— Directions for this task —
Lift out each line of the data that holds "overflow".

** Opening Information provided block **

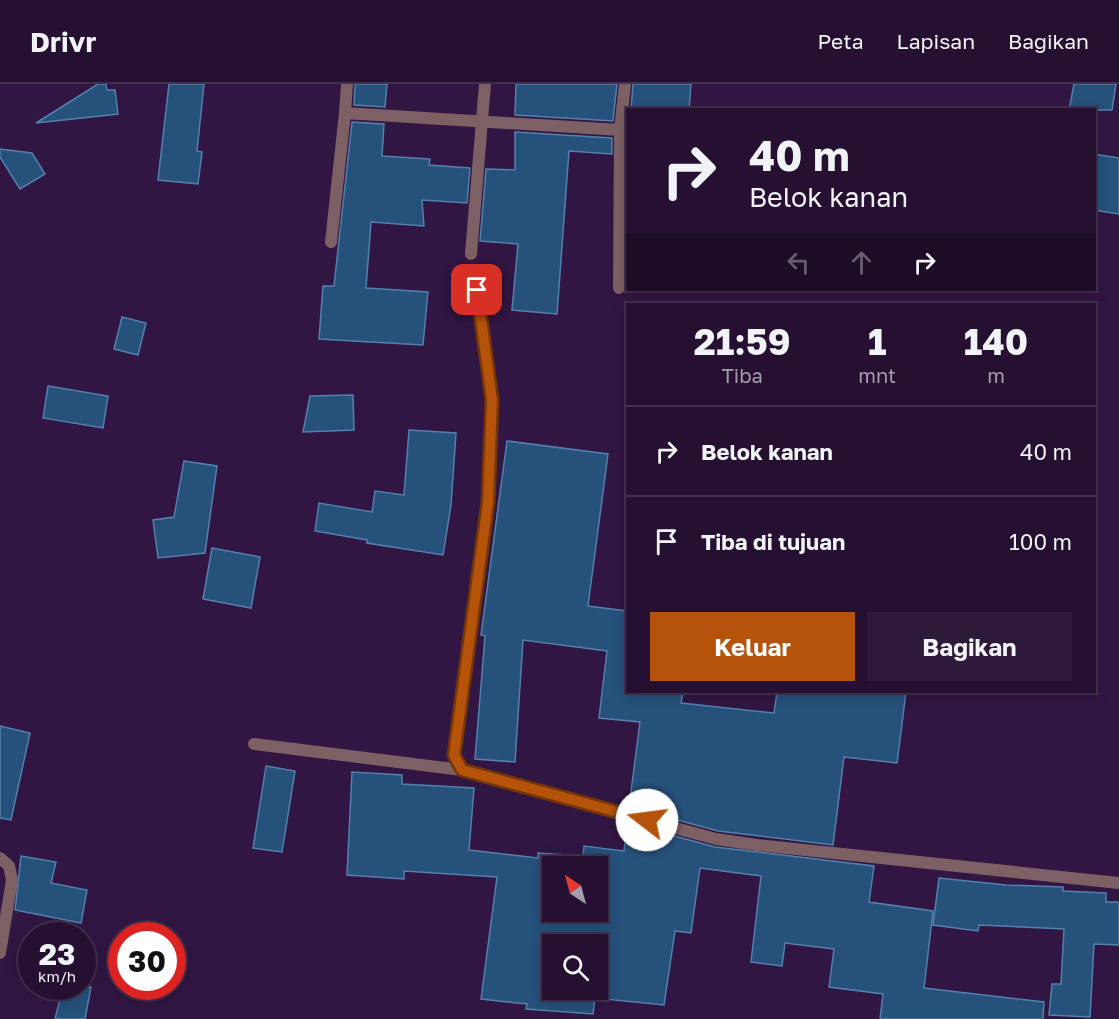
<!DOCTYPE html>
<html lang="id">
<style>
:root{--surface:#251032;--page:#2d193a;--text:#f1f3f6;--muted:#a39dac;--line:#42304d;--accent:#b45309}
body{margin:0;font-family:"Golos Text",sans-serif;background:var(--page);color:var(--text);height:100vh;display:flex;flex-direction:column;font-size:22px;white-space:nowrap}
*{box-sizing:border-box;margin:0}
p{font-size:20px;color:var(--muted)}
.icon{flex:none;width:33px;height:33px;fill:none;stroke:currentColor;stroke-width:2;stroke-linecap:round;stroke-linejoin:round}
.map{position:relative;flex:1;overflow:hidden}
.side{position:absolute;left:626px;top:219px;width:470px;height:390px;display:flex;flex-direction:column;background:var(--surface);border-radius:0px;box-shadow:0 3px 15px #0003,0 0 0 2px var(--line)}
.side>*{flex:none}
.top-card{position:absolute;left:626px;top:24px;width:470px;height:183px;border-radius:0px;box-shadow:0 3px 15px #0003,0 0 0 2px var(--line);background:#251032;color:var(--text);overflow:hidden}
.needle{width:39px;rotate:324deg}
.tools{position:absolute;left:542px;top:772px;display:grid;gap:12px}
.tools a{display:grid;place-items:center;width:66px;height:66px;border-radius:0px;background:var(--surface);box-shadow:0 3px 15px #0003,0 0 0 2px var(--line);font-size:30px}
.speed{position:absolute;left:18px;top:838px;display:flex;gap:12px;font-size:30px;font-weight:700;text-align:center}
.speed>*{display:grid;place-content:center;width:78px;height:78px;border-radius:50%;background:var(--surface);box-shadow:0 3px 15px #0003,0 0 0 2px var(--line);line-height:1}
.speed small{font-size:15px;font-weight:400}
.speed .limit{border:9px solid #d22;background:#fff;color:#111}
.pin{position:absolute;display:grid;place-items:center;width:51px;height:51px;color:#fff;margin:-26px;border-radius:12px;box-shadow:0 3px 9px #0006}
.me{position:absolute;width:66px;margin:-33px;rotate:285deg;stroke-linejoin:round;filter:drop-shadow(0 0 4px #0008)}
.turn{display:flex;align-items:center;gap:21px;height:126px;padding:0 24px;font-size:27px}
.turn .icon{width:78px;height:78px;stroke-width:2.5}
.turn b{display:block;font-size:42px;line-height:51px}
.lanes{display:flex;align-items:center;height:57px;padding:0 24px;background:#0003;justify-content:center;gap:30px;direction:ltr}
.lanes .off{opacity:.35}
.eta{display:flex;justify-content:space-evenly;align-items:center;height:102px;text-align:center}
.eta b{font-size:36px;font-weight:700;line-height:42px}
.primary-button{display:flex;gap:12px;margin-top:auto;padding:12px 24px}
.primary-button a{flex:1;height:69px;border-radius:0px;background:var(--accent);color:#fff;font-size:24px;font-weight:700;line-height:69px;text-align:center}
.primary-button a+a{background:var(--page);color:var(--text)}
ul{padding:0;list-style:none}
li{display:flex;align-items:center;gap:18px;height:90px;padding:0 24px;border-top:2px solid var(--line)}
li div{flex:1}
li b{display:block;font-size:22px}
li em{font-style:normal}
header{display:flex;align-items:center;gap:36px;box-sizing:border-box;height:84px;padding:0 30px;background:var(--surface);border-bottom:2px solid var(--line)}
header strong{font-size:28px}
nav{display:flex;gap:33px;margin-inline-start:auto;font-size:21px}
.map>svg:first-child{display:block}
.building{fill:#26517b;stroke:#5480ad;stroke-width:1.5;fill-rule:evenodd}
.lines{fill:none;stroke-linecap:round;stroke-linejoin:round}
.minor{stroke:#7d6064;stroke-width:12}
.route-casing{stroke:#753606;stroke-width:15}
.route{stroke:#b45309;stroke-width:10}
</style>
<header>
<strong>Drivr</strong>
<nav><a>Peta</a><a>Lapisan</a><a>Bagikan</a></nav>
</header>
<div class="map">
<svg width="1119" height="935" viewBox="0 0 1119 935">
<rect width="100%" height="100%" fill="#311643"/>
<path class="building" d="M 98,0 L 106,0 L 107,6 L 115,6 L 118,30 L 36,39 Z
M 169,0 L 204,0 L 197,67 L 202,68 L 198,100 L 158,96 Z
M 355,0 L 387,0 L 385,23 L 354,21 Z
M 516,0 L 617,0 L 613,37 L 515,31 Z
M 633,0 L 691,0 L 689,26 L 631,26 Z
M 1074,0 L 1116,0 L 1112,26 L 1069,26 Z
M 352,38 L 384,40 L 382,72 L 430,75 L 429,81 L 470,84 L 467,119 L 422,116 L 424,142 L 371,138 L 366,204 L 428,208 L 423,261 L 319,255 L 323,202 L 334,202 Z
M 515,48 L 612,54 L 612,70 L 569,67 L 557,230 L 512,226 L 518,160 L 480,157 L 486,85 L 515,86 Z
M 0,65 L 32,69 L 45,90 L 20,105 L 0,73 Z
M 1094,70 L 1119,74 L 1119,130 L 1094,126 Z
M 122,233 L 146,239 L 138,271 L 114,265 Z
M 48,302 L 108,312 L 103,344 L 43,334 Z
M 353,311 L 354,346 L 303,348 L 310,312 Z
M 409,346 L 456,349 L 451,421 L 443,471 L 367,459 L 367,456 L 315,447 L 319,419 L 372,428 L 375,407 L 404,411 Z
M 507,357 L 608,370 L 588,522 L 627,527 L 627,608 L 683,608 L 681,619 L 774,629 L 777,608 L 906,608 L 897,679 L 844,673 L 833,761 L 718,747 L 629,723 L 640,638 L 599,634 L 607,567 L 523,556 L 515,678 L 475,675 L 485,552 L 481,551 Z
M 184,377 L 217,382 L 205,469 L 158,474 L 153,436 L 174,433 Z
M 212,464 L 260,473 L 251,524 L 203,515 Z
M 0,642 L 30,649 L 11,736 L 0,734 Z
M 266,682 L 295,687 L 282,768 L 253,764 Z
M 352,688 L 402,691 L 402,700 L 474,704 L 469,766 L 538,774 L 538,769 L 583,772 L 584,762 L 624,767 L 627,739 L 715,763 L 874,782 L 869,818 L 933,827 L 924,904 L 1044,918 L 1043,935 L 880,935 L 883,910 L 829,903 L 834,865 L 785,859 L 782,882 L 751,878 L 761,792 L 700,784 L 691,849 L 675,847 L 664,921 L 595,914 L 593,930 L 526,925 L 527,920 L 481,915 L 497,793 L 404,787 L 404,795 L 347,791 ZM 552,783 L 597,783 L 597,828 L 552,828 ZM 552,861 L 597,861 L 597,906 L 552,906 Z
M 21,772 L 56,778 L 51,799 L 87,806 L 81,839 L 15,826 Z
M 939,794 L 1006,801 L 1063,803 L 1063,807 L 1106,809 L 1106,818 L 1119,818 L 1119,861 L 1094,860 L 1090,933 L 1049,931 L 1052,900 L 1061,900 L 1064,845 L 979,841 L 978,847 L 933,841 Z
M 63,903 L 91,903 L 85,935 L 55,935 Z"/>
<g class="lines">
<path class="minor" d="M 347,0 L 345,29 L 620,46
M 331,158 L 345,29
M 471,170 L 485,0
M 619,204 L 620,46 L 625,0
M 254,660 L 462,686 L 716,755 L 757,761 L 1119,799
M 462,686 L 454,671 L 488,418 L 492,316 L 478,206
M 0,774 L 9,782 L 12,796 L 0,869"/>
</g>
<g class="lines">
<defs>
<path id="route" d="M 477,206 L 492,316 L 488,418 L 454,671 L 462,686 L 647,736"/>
</defs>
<use href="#route" class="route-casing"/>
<use href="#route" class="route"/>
</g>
</svg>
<div class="tools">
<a><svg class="needle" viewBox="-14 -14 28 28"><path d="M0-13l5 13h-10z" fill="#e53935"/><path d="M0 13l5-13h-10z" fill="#a39dac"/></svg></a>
<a><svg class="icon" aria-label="search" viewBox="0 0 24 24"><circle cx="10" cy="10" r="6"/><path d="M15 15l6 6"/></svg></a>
</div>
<div class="speed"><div>23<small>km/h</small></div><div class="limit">30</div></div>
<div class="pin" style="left:477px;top:206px;background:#d93025"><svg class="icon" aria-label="arrive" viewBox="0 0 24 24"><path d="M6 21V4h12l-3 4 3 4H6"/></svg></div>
<svg class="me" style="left:647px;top:736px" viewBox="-20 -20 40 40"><circle r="19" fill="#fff"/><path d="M0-13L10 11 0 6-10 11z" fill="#b45309"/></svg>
<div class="top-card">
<div class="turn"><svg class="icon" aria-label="right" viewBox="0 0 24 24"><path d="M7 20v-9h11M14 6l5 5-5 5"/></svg><div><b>40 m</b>Belok kanan</div></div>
<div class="lanes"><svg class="icon off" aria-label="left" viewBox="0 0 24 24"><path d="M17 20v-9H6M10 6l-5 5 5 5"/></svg><svg class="icon off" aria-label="ahead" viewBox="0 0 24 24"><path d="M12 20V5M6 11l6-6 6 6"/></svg><svg class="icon" aria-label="right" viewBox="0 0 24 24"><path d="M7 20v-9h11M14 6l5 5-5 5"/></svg></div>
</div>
<section class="side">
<div class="eta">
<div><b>21:59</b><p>Tiba</p></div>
<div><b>1</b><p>mnt</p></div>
<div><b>140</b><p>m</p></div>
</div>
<ul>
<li><svg class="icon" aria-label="right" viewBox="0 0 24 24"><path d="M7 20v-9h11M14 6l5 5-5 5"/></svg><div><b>Belok kanan</b></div><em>40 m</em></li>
<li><svg class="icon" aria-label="arrive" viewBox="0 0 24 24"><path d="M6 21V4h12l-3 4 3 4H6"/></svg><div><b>Tiba di tujuan</b></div><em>100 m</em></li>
</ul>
<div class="primary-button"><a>Keluar</a><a>Bagikan</a></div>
</section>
</div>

** Closing Information provided block **

— Solution below —
.map{position:relative;flex:1;overflow:hidden}
.top-card{position:absolute;left:626px;top:24px;width:470px;height:183px;border-radius:0px;box-shadow:0 3px 15px #0003,0 0 0 2px var(--line);background:#251032;color:var(--text);overflow:hidden}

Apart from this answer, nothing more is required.